"More advanced" cameras are gonna cost more than your budget. I'm just saying that a more expensive or "advanced" camera body isn't going to get you noticeably different results for a few years. You're generally paying for features like higher resolution rear screen, tilt screen, maybe touch screen, maybe wifi that has poor reviews, etc. until you get to something like the 80D - and even then your sensor will only be marginally better.
Here's that T5 package for - omg $350!? You could get this AND a brand new 50 1.8 STM and meet your budget. These are the three lenses I'm still shooting and they're great. Hell, you could ask for a beefy speedlight for a birthday gift and you'd be outfitted for a semi-pro level work already.

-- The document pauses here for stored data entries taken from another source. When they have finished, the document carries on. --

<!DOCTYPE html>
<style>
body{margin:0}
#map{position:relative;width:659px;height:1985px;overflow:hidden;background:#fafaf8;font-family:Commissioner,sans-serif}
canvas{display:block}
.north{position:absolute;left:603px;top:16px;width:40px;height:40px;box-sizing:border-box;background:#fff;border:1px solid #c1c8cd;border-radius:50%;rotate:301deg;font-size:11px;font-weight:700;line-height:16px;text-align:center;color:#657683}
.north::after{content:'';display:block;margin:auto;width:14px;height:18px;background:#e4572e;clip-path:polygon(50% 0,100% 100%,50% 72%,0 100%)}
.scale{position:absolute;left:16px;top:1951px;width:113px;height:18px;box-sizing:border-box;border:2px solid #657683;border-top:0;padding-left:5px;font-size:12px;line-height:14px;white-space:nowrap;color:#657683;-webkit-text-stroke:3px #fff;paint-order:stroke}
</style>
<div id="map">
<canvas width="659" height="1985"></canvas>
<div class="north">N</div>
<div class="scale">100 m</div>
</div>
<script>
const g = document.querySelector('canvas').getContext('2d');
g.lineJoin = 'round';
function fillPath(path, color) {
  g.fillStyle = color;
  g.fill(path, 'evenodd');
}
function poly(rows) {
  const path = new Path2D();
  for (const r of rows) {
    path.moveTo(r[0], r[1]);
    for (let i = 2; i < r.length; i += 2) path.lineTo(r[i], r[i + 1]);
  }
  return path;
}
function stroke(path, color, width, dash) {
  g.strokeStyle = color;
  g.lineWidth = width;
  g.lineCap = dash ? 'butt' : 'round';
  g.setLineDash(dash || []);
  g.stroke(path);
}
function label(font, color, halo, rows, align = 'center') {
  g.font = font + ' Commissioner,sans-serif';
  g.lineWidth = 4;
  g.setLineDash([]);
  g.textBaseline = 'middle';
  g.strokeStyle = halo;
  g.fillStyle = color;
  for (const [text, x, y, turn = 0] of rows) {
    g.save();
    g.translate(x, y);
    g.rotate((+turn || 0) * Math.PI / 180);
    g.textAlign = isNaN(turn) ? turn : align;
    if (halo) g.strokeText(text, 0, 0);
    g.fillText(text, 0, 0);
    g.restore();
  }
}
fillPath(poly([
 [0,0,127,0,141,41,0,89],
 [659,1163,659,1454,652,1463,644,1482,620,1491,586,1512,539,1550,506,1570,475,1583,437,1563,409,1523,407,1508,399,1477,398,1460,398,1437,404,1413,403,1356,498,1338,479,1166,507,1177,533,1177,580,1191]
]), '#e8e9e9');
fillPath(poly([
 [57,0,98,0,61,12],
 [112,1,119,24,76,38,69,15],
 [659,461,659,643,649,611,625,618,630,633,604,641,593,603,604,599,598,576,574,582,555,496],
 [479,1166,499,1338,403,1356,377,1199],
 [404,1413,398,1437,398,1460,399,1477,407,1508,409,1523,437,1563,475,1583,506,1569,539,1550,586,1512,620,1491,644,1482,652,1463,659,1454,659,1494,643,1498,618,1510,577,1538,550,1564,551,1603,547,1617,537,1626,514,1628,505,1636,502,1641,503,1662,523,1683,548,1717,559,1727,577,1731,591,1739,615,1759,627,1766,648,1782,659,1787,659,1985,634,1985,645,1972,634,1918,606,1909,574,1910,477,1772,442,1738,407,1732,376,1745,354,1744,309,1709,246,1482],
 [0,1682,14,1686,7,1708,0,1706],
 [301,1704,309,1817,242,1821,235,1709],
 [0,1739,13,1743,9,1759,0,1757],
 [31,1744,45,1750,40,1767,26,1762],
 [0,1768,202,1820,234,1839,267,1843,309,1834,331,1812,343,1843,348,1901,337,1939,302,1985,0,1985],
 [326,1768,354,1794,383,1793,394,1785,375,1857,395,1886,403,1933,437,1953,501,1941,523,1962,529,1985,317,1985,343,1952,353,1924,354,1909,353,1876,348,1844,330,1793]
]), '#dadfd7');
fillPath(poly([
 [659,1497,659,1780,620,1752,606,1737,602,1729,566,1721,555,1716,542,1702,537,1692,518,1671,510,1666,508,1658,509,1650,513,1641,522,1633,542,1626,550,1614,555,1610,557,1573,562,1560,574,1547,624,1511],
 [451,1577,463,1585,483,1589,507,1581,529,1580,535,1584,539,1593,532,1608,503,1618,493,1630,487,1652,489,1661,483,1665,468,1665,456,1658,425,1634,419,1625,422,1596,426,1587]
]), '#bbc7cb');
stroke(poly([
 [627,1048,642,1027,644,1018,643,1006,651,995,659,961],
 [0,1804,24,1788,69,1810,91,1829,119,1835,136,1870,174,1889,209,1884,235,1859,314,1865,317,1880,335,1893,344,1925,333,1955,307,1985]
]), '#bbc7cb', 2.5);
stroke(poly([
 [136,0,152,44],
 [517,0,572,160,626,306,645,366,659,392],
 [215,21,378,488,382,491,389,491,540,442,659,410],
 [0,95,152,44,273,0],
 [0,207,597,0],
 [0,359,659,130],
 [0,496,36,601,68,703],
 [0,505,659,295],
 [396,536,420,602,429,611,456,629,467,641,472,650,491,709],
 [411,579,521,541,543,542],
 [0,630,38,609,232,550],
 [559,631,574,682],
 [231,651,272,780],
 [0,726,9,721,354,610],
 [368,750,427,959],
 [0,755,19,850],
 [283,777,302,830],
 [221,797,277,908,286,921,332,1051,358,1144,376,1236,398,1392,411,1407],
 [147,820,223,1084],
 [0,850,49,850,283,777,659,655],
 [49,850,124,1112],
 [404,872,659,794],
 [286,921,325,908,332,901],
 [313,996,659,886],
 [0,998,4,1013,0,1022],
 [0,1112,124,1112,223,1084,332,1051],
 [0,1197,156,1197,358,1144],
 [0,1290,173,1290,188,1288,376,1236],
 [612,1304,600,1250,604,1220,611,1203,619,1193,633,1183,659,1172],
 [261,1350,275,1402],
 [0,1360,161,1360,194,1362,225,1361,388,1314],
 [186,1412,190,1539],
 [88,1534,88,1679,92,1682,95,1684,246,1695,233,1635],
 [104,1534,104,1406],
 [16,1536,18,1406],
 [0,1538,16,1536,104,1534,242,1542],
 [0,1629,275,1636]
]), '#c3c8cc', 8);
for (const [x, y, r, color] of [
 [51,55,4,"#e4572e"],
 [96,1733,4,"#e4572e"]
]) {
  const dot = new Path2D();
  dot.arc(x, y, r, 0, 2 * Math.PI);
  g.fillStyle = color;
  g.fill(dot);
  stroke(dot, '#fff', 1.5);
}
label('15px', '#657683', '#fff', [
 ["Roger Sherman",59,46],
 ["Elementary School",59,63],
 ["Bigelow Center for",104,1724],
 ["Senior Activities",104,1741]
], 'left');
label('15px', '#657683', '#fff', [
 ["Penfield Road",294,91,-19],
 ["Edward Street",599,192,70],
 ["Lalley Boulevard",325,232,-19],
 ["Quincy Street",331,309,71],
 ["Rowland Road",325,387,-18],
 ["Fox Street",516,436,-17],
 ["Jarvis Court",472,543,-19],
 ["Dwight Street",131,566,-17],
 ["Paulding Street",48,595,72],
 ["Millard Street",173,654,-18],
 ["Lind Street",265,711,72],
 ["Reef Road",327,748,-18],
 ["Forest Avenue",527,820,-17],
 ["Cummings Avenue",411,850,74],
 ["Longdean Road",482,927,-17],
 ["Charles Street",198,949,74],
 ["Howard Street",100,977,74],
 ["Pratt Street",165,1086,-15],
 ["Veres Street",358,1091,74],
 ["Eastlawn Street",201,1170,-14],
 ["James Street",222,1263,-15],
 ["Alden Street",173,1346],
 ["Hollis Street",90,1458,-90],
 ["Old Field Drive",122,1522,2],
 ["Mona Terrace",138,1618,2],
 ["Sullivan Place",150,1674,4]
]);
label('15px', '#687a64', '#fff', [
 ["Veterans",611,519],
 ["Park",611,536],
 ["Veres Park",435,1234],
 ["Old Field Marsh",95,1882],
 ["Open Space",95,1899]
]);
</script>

If you have the cash for it, sure get more fun features, but $500 won't necessarily get you much more quality or useful features per dollar - even used. I just mentioned the T5 as a baseline because it's pretty bare bones as far as bells and whistles go and I'm still really impressed with it. The resulting image quality will still be 95-99% as good as much more expensive cameras. My point was just that even if you were to go super "intro" you'll have a great piece of equipment that will last. Even after 5+ years, I'm buying better glass and I'm not really limited by the camera body. If I were to upgrade the camera, I'd definitely continue taking the old T5 on bigger shoots to avoid having to change lenses in the field and I'd be happy to go back to it.